WHAT TO PRODUCE:
Exact reproduction required: the lines below from the line with "context.lineJoin = 'round';" to the line with "context.strokeStyle = halo;", both ends included, and no others.

--- THE DATA Enclosed Below ---

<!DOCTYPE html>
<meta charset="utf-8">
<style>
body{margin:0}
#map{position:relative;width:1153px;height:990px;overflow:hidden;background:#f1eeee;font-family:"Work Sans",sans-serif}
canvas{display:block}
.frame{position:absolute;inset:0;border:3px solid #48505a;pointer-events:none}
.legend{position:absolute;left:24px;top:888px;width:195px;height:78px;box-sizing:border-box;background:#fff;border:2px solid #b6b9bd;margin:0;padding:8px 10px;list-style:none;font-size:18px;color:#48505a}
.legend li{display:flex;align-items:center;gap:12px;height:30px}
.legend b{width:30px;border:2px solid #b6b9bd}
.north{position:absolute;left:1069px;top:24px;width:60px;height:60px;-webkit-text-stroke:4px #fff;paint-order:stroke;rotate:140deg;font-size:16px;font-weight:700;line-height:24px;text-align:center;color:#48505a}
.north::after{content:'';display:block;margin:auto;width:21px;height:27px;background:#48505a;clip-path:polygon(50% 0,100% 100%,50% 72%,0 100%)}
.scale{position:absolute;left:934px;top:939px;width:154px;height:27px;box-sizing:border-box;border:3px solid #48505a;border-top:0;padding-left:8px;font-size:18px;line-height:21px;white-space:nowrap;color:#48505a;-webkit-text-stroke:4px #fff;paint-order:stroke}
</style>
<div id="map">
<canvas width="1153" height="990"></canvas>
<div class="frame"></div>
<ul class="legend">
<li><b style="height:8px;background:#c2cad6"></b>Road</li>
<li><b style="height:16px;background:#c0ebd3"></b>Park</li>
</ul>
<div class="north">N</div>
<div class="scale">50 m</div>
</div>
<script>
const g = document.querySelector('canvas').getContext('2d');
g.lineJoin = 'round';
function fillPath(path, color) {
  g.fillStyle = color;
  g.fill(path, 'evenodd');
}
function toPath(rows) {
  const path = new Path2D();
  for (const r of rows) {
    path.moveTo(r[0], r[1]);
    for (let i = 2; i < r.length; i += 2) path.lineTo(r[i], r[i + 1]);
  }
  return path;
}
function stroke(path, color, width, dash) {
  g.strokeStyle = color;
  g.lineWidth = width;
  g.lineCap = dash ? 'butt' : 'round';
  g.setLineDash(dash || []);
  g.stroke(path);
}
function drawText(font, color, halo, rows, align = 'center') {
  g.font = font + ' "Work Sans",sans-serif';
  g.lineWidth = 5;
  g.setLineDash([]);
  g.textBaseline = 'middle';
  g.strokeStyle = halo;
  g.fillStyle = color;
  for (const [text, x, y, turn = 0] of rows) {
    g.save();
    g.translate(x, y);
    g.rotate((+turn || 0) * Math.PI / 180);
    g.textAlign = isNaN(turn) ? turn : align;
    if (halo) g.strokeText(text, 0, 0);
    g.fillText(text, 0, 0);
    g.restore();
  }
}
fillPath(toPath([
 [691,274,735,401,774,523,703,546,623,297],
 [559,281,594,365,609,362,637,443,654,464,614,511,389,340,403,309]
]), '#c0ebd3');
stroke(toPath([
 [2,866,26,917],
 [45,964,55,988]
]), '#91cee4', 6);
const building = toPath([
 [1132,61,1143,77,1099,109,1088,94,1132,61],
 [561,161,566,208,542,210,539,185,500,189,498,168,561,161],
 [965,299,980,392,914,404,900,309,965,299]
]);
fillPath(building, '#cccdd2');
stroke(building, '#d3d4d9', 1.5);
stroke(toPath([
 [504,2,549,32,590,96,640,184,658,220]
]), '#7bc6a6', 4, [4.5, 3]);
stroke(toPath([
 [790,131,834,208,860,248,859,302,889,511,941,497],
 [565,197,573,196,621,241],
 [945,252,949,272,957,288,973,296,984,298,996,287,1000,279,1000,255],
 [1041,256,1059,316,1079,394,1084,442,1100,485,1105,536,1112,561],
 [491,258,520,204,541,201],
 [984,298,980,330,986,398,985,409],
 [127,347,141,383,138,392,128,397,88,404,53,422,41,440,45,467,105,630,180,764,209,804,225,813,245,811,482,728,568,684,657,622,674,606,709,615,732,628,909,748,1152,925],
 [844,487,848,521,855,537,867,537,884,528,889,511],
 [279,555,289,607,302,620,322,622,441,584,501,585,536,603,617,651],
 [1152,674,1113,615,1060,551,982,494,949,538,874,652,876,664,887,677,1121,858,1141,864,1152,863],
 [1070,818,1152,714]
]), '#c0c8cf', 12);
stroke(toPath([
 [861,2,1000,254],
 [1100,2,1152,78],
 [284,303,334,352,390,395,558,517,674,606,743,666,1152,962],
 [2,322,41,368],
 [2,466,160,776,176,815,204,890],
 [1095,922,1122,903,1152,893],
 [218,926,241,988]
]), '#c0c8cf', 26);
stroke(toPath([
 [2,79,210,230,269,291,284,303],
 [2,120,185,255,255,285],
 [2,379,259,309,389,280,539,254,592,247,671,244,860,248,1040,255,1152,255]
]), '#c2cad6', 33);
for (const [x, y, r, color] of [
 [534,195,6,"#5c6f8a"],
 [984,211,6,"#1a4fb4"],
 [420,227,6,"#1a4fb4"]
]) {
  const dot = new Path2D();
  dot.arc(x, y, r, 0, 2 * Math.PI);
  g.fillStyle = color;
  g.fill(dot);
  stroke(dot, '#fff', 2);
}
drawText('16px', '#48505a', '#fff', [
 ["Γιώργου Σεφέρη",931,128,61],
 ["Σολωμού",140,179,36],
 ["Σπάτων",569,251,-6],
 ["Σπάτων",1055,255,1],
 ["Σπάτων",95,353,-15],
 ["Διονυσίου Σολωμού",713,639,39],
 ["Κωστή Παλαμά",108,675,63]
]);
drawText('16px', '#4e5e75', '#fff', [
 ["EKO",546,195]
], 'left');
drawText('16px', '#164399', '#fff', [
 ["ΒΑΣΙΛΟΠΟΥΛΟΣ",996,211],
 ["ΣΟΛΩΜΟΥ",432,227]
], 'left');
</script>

--- End of Enclosed THE DATA ---
--- THE DATA Enclosed Below ---

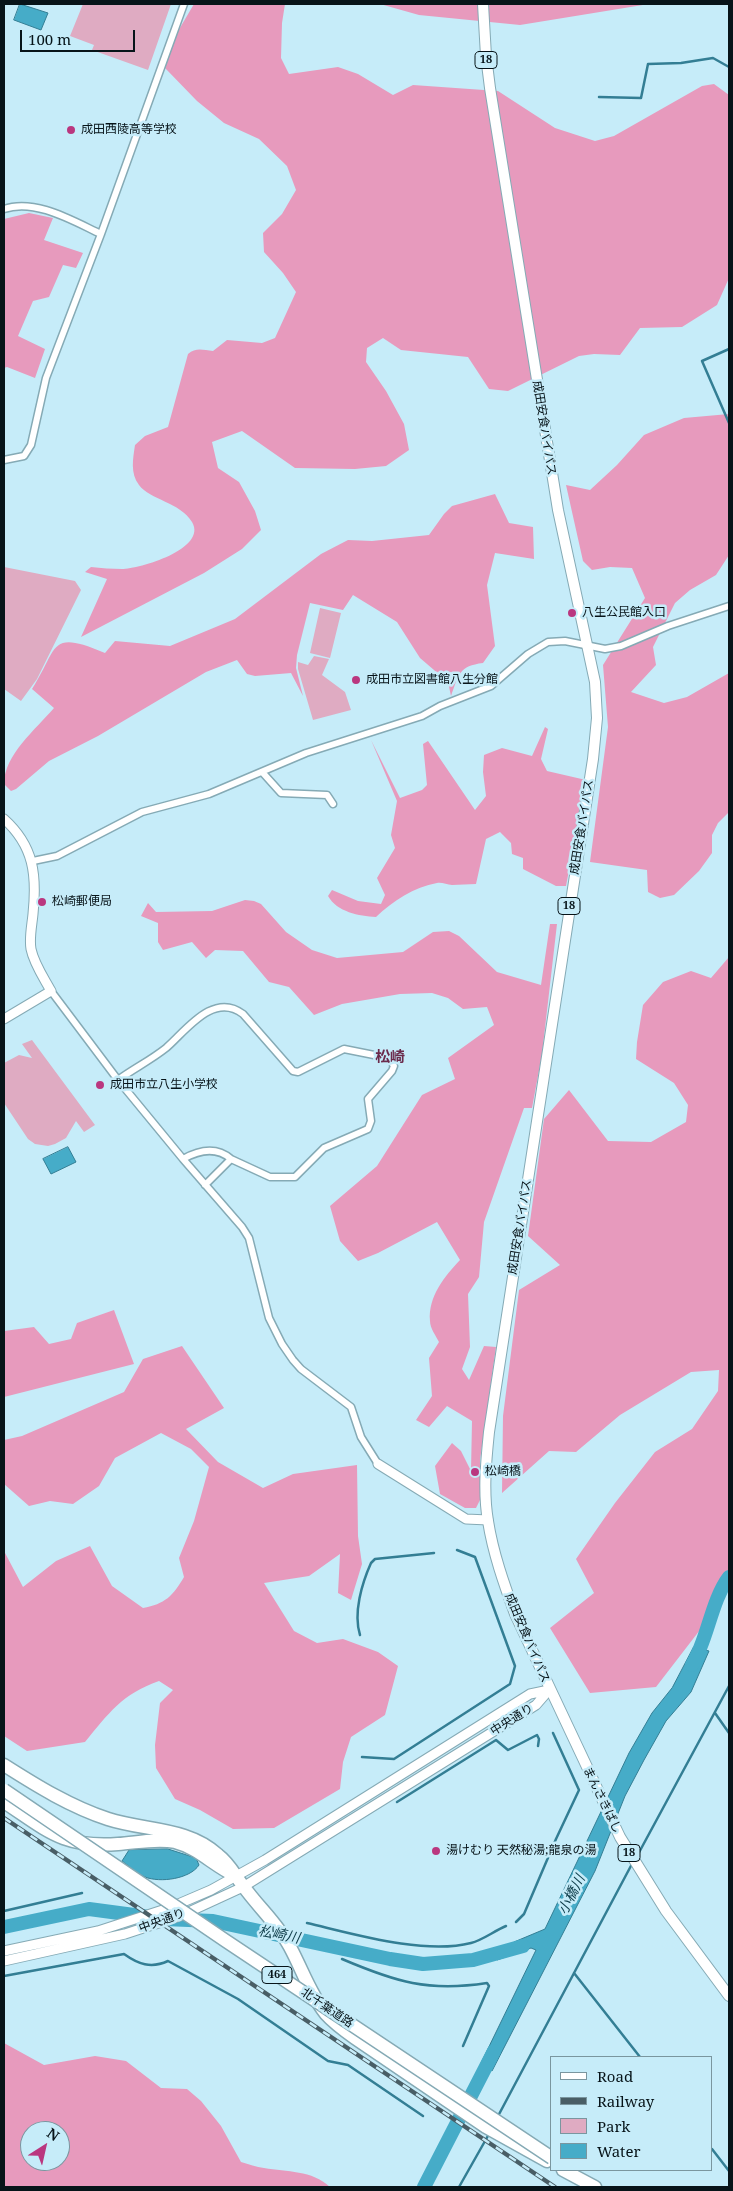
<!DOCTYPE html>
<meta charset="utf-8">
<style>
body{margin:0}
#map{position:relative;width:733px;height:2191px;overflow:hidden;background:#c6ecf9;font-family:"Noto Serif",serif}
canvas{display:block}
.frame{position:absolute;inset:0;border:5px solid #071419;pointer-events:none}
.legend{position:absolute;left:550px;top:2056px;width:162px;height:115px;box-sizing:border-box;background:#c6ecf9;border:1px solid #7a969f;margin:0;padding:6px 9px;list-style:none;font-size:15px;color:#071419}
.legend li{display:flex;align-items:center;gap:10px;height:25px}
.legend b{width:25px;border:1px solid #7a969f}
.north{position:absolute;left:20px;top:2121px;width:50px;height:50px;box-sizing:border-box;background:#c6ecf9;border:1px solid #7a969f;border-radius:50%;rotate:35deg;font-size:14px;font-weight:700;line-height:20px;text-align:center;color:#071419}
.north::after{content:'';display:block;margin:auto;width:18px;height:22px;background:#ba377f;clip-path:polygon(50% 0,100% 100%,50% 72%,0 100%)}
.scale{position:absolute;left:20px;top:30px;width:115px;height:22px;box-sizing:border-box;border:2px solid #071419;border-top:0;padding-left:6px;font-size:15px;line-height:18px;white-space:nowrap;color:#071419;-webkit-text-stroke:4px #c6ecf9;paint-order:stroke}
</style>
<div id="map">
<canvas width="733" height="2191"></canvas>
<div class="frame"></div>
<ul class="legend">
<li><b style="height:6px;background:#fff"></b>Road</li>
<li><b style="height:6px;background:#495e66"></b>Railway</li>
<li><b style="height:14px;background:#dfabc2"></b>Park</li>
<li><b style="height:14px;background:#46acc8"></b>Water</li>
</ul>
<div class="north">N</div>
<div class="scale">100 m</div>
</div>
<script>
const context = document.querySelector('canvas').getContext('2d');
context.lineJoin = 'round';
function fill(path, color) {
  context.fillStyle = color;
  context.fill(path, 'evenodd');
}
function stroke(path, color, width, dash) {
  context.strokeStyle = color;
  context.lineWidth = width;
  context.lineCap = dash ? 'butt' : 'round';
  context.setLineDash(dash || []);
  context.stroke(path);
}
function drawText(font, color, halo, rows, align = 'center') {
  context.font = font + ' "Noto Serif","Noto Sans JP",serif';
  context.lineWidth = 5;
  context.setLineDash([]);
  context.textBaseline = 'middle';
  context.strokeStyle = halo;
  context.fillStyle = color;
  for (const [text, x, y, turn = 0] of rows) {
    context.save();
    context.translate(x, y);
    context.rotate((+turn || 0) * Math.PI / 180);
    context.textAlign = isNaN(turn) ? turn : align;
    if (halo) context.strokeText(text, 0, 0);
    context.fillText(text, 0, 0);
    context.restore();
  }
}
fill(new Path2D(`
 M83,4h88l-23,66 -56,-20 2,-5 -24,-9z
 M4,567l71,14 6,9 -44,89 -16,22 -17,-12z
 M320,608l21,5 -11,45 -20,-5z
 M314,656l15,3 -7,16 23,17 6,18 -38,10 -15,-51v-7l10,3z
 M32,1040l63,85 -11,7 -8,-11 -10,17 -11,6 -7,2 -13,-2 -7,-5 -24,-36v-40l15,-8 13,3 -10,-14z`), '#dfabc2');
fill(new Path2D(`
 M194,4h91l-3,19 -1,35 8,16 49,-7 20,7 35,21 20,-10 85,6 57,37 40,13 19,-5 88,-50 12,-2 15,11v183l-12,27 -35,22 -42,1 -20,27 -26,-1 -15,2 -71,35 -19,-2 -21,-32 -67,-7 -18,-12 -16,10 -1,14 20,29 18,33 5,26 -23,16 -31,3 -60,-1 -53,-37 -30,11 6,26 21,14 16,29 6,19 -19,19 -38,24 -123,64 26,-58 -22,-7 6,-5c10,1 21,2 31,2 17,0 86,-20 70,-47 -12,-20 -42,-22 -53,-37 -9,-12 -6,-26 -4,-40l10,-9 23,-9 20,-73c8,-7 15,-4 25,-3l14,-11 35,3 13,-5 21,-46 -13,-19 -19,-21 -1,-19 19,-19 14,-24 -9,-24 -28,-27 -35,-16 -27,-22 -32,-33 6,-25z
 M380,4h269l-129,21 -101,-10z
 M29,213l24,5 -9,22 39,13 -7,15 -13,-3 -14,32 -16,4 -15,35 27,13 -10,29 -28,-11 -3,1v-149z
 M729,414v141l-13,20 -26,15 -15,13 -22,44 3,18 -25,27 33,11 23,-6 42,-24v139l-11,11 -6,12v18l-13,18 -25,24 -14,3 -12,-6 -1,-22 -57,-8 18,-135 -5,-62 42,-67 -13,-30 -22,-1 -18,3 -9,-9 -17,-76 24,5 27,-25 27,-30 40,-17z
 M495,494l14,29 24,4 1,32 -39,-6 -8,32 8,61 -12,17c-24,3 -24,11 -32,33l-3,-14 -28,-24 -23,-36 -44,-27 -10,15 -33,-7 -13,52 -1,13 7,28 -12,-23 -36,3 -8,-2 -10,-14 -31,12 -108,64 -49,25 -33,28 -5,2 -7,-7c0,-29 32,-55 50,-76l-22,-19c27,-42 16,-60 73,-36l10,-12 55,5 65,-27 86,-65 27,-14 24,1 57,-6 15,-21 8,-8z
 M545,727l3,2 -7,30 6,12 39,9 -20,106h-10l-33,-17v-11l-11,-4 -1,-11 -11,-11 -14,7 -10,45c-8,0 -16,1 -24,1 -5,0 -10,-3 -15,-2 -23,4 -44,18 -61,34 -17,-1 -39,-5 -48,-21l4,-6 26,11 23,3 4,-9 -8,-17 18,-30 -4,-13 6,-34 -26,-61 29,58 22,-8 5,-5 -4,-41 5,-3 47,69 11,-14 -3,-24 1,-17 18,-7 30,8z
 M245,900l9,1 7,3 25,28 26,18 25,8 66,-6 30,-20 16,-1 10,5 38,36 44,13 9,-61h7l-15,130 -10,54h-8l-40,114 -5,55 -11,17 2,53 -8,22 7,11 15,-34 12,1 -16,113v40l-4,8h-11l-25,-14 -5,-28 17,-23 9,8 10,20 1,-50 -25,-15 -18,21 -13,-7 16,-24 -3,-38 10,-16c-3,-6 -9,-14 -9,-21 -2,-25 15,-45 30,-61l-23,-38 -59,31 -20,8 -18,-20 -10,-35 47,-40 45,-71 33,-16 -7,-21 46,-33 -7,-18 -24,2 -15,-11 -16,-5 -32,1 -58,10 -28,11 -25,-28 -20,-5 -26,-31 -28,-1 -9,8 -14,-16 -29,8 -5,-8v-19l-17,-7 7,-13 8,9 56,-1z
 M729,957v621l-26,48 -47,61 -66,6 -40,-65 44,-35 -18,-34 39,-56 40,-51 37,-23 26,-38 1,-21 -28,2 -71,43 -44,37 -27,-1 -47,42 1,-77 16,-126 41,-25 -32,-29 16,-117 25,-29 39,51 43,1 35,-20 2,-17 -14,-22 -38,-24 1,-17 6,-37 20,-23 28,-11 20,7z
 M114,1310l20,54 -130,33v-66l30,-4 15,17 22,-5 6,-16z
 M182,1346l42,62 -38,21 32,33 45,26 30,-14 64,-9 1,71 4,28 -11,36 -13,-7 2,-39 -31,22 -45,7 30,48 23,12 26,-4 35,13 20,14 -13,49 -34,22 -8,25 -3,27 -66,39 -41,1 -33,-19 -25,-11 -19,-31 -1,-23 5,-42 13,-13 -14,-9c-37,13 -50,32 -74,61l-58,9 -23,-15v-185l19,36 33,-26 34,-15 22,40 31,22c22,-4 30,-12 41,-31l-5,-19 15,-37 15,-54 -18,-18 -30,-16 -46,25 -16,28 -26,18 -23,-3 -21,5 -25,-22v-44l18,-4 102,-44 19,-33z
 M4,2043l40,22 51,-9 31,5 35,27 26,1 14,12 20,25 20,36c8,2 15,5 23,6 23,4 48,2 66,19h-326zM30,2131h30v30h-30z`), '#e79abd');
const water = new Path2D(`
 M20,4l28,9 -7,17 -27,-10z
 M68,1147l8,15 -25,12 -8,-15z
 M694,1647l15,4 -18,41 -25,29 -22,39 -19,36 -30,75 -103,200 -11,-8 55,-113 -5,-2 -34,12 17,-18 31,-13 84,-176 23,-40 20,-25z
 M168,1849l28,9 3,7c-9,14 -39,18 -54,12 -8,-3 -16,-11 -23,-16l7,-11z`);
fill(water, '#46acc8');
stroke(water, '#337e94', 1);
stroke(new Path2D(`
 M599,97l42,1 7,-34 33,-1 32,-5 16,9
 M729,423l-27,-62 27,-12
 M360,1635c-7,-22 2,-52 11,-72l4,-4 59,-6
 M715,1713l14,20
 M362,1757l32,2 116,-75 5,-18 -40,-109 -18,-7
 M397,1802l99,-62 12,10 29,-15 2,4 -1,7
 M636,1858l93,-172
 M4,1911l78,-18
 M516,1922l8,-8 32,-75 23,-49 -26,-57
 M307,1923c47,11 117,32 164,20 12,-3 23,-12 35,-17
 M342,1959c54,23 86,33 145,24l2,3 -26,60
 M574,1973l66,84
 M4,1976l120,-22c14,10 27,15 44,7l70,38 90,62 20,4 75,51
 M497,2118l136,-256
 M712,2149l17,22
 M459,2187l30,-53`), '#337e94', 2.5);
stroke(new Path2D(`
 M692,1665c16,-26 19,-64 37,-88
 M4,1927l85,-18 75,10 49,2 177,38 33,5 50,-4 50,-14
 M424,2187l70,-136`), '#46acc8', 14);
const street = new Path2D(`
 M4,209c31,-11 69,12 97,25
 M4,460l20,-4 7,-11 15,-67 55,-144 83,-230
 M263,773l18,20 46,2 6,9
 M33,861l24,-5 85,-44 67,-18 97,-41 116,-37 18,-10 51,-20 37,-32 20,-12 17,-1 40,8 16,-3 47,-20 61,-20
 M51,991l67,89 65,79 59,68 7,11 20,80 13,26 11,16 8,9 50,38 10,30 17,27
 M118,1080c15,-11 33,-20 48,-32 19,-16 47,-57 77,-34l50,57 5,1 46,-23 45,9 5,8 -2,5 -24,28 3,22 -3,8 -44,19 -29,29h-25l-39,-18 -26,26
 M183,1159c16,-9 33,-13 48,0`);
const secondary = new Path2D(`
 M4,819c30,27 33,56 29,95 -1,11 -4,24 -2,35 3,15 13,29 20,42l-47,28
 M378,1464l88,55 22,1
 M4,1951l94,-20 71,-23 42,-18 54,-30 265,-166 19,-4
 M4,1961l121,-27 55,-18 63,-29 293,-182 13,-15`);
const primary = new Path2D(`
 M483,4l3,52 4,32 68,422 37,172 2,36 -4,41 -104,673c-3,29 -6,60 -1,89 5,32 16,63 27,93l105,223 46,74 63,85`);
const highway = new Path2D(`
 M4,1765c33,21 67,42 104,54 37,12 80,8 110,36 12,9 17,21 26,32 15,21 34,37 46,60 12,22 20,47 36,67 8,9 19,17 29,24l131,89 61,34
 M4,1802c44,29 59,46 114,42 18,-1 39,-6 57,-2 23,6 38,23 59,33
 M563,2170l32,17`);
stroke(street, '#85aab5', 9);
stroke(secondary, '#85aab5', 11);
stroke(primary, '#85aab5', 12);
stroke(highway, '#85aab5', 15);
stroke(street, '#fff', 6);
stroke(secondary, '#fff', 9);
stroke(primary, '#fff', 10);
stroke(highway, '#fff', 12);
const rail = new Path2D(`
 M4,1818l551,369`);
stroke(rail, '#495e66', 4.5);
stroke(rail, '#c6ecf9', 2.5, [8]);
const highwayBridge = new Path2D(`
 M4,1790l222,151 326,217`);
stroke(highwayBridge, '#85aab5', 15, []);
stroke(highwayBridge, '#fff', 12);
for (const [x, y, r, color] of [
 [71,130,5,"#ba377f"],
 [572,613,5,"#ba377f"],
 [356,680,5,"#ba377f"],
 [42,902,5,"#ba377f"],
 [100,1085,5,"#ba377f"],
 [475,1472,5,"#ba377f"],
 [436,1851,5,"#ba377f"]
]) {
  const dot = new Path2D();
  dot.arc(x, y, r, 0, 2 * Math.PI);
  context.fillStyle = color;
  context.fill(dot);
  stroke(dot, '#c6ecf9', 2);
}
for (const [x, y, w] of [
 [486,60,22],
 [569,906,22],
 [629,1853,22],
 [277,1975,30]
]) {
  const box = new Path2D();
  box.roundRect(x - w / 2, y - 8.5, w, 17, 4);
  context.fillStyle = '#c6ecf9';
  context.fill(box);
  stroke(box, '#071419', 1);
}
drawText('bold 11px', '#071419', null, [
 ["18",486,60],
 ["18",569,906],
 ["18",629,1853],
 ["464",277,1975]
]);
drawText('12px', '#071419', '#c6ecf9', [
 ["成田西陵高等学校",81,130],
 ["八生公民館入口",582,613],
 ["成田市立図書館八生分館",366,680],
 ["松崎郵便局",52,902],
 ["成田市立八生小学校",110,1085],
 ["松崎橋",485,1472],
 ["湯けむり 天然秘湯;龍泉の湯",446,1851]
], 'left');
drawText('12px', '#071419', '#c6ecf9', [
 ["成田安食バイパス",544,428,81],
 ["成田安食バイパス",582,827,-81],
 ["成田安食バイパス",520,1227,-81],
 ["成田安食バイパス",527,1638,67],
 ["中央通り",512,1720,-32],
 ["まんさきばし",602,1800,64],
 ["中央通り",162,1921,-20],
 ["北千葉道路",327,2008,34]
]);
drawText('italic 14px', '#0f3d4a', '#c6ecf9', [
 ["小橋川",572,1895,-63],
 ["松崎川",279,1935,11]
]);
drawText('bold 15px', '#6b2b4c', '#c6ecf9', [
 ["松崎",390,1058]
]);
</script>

--- End of Enclosed THE DATA ---

REPLY TO THE TASK:
context.lineJoin = 'round';
function fill(path, color) {
  context.fillStyle = color;
  context.fill(path, 'evenodd');
}
function stroke(path, color, width, dash) {
  context.strokeStyle = color;
  context.lineWidth = width;
  context.lineCap = dash ? 'butt' : 'round';
  context.setLineDash(dash || []);
  context.stroke(path);
}
function drawText(font, color, halo, rows, align = 'center') {
  context.font = font + ' "Noto Serif","Noto Sans JP",serif';
  context.lineWidth = 5;
  context.setLineDash([]);
  context.textBaseline = 'middle';
  context.strokeStyle = halo;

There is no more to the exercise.